Nailing down the Future
"If all you have is a hammer, everything looks like a nail" is a well-known phrase used to express the idea of cognitive bias, the idea that we all make (often unconscious) choices about situations. We can probably all recognize some of our own individual biases, but politics and regulation are also affected.
In the hardware shop of data and digital policy, the hammer is regulation and the nail……….well, what is the nail? The nail is the possibility for big data and digital to improve almost every aspect of our lives. Its transformative potential in healthcare is well-understood. Within IMI, EFPIA members and their partners in the public sector are pioneering new data networks to enhance research and development of new medicines and move us closer to the reality of personalised care. Healthcare systems are to varying degrees seizing these opportunities, with the EU past President Estonia a leader, aiming to drive things forward through its Digital Health Society Initiative.
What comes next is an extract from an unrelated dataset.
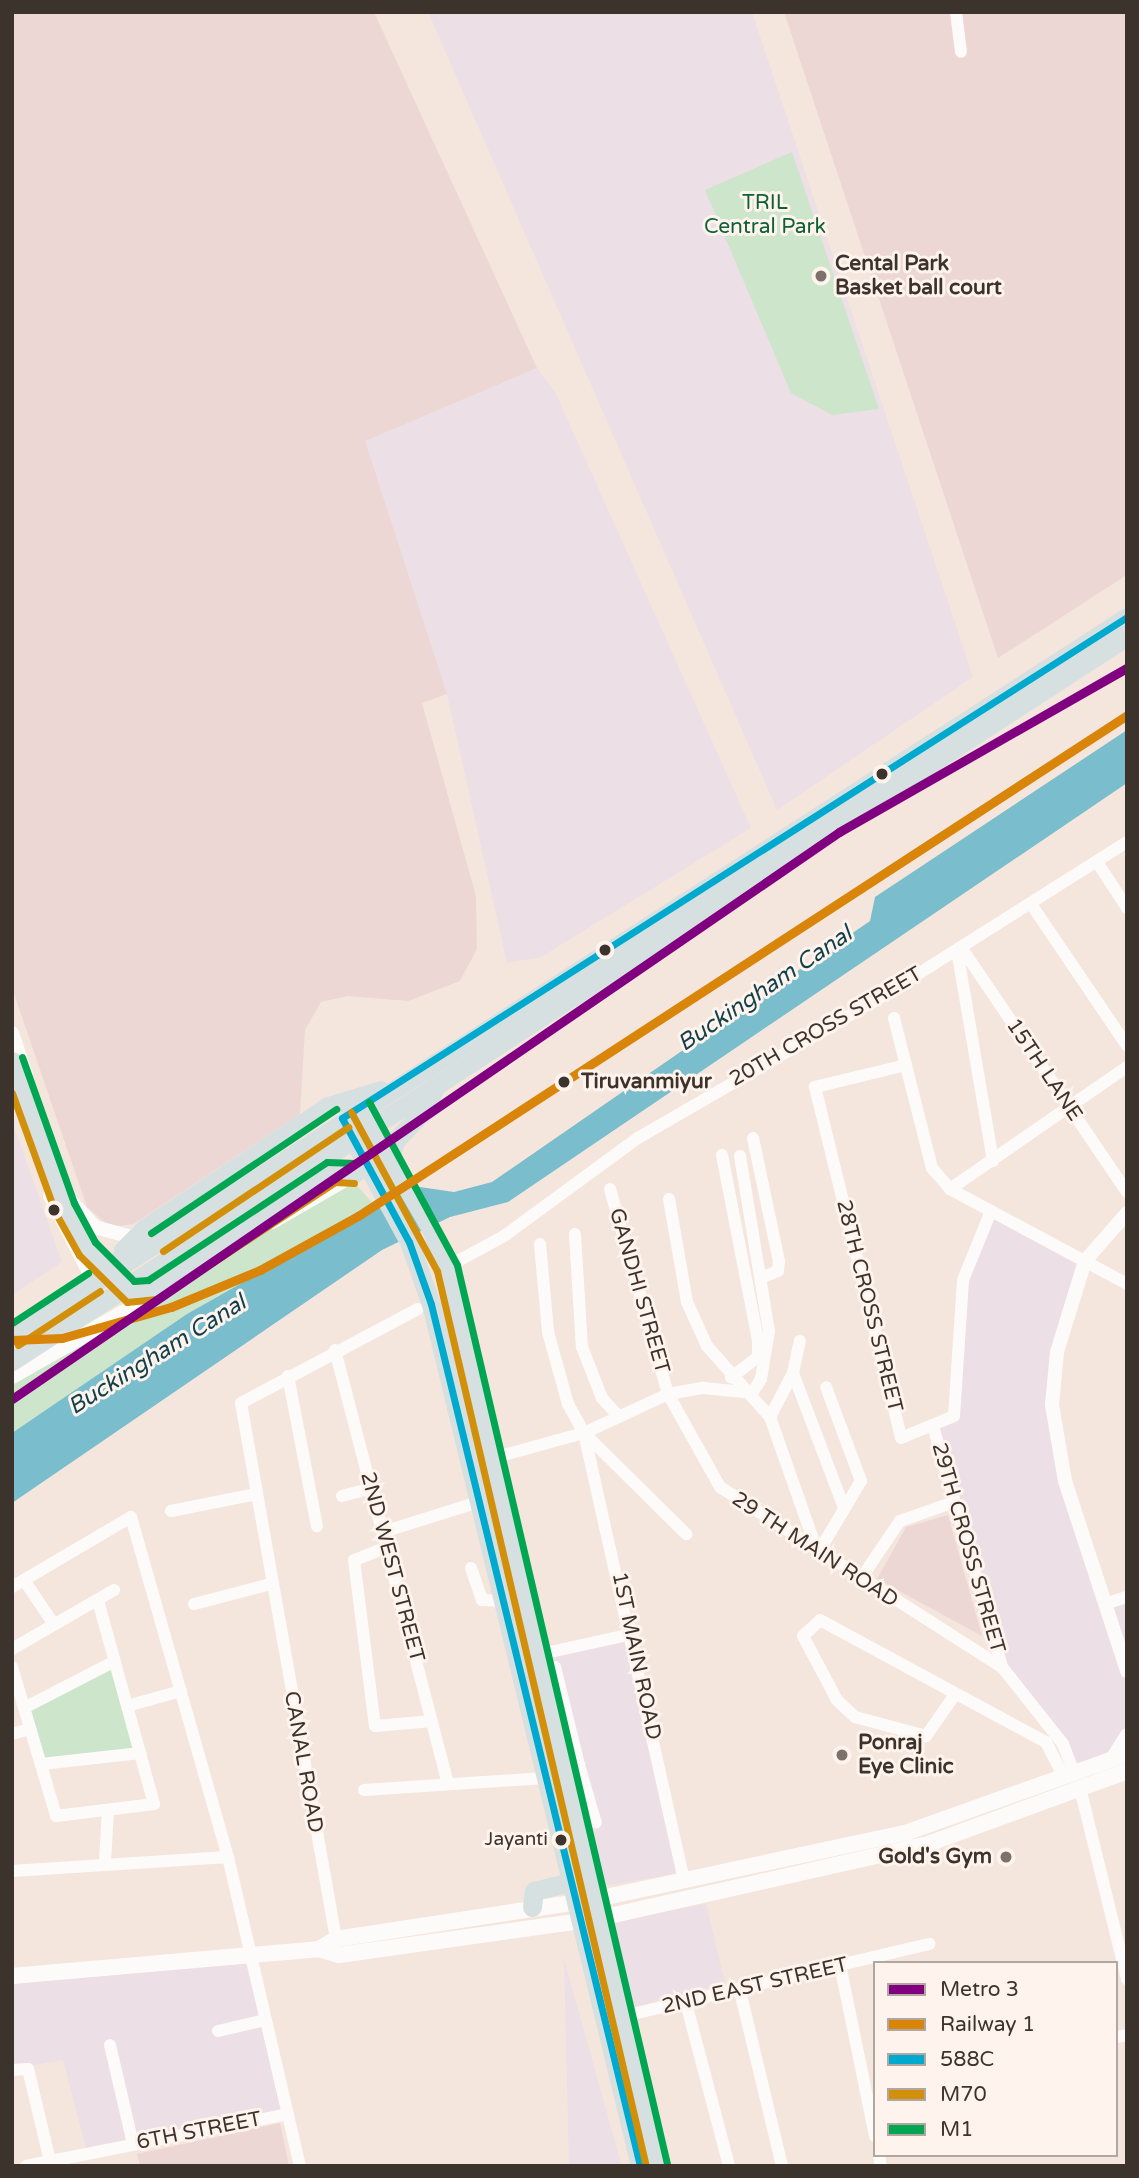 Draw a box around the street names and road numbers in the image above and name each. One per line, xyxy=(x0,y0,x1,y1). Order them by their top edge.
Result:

The “what can be done” sometimes collides with the “what is permitted to be done”. The current controversy concerning interference in elections is a case in point, but there have also been less sensational examples from the healthcare sector where well-intentioned initiatives that were likely to benefit patients and improve health systems have fallen foul of regulation.
The point at issue here is that we still have research related regulations that are outdated and mainly focused on consent rather than on effective safeguards and face a raft of new regulation – GDPR, e-privacy, free-flow of data, cybersecurity (to name a few) as we seek to build a digital single market in Europe that engages public trust and promotes digital enterprise. It has been, and will continue to be, a messy process as the rules are bedded down and understood. There will be mistakes and events that test public confidence.
These events should not become the basis for regulation, however much they will inform it. We lack the right tools to navigate this space. Detailed regulatory guidance and heavy fines are not appropriate to build the Digital Single Market. One thing that is notably missing is any sense of the principles that should govern the relationship between the individual and society. In their recent report, the Ethics Advisory Group set up by the European Data Protection Supervisor suggested that “Genetic data gathering is just one of many examples requiring a move away from a traditional governance model relying on prior authorisations to a monitoring governance model, relying on a co-stewardship between individuals and re- searchers/doctors.”
It may be that the time is right to think about what these principles might be.